*** Block opens ***

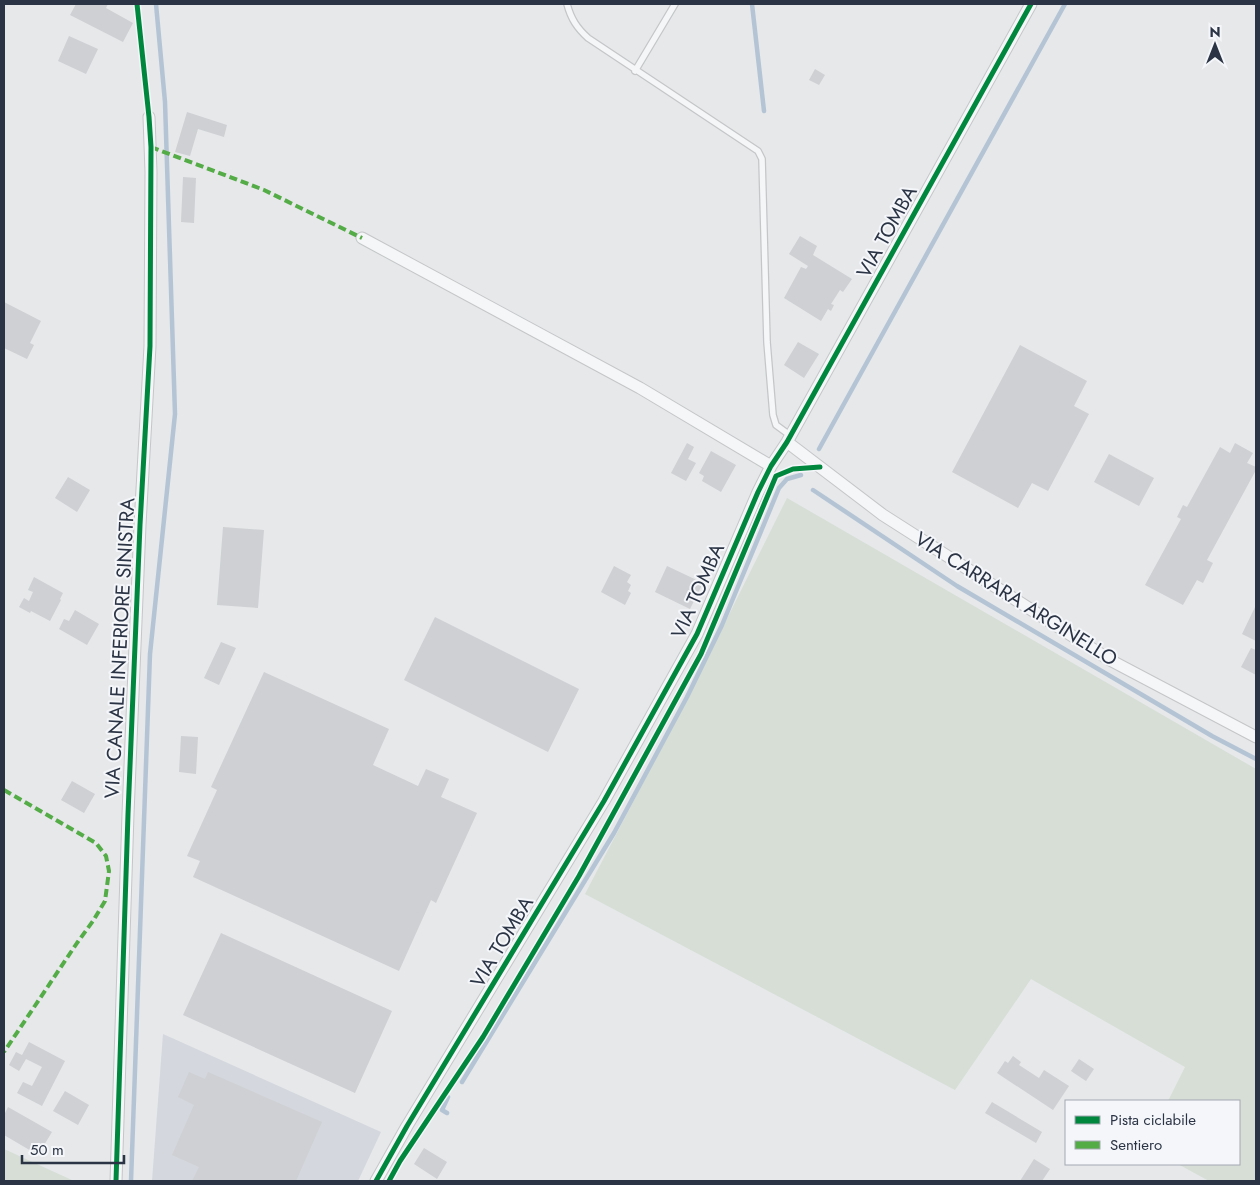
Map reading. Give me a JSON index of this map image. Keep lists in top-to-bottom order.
{
  "streets": {
    "street": ["VIA TOMBA", "VIA CARRARA ARGINELLO", "VIA CANALE INFERIORE SINISTRA"]
  },
  "crossings": [
    ["VIA TOMBA", "VIA CARRARA ARGINELLO"]
  ],
  "legend": ["Pista ciclabile", "Sentiero"],
  "scale_bar": "50 m",
  "north": "top"
}
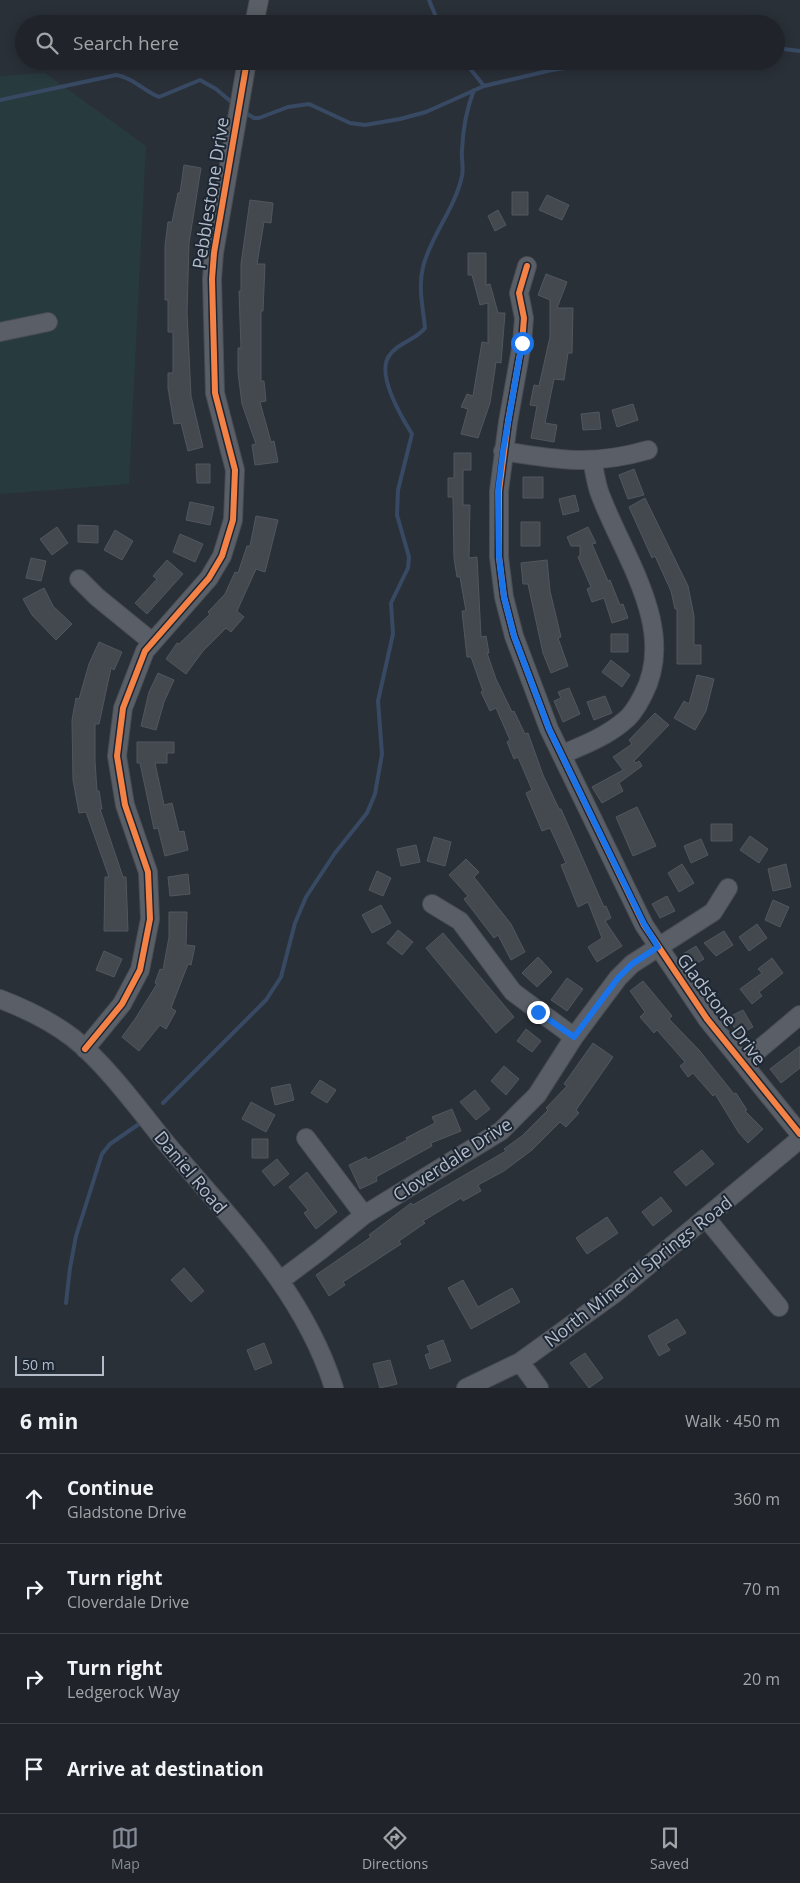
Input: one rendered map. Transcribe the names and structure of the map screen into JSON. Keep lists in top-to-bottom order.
{
  "streets": {
    "street": [
      "Pebblestone Drive",
      "Gladstone Drive",
      "Cloverdale Drive",
      "Daniel Road",
      "North Mineral Springs Road"
    ]
  },
  "crossings": [
    ["Pebblestone Drive", "Daniel Road"],
    ["Gladstone Drive", "Cloverdale Drive"],
    ["Cloverdale Drive", "Daniel Road"]
  ],
  "scale_bar": "50 m",
  "page": {
    "search": "Search here",
    "scale": "50 m",
    "heading": ["6 min", "Walk · 450 m"],
    "list": [
      ["Continue", "Gladstone Drive", "360 m"],
      ["Turn right", "Cloverdale Drive", "70 m"],
      ["Turn right", "Ledgerock Way", "20 m"],
      "Arrive at destination"
    ],
    "nav": ["Map", "Directions", "Saved"]
  }
}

*** Block closes ***

• [The task]: Except for the pictures, give the data again word for word.

• [Response area]:
Map reading. Give me a JSON index of this map image. Keep lists in top-to-bottom order.
{
  "streets": {
    "street": ["VIA TOMBA", "VIA CARRARA ARGINELLO", "VIA CANALE INFERIORE SINISTRA"]
  },
  "crossings": [
    ["VIA TOMBA", "VIA CARRARA ARGINELLO"]
  ],
  "legend": ["Pista ciclabile", "Sentiero"],
  "scale_bar": "50 m",
  "north": "top"
}
Input: one rendered map. Transcribe the names and structure of the map screen into JSON. Keep lists in top-to-bottom order.
{
  "streets": {
    "street": [
      "Pebblestone Drive",
      "Gladstone Drive",
      "Cloverdale Drive",
      "Daniel Road",
      "North Mineral Springs Road"
    ]
  },
  "crossings": [
    ["Pebblestone Drive", "Daniel Road"],
    ["Gladstone Drive", "Cloverdale Drive"],
    ["Cloverdale Drive", "Daniel Road"]
  ],
  "scale_bar": "50 m",
  "page": {
    "search": "Search here",
    "scale": "50 m",
    "heading": ["6 min", "Walk · 450 m"],
    "list": [
      ["Continue", "Gladstone Drive", "360 m"],
      ["Turn right", "Cloverdale Drive", "70 m"],
      ["Turn right", "Ledgerock Way", "20 m"],
      "Arrive at destination"
    ],
    "nav": ["Map", "Directions", "Saved"]
  }
}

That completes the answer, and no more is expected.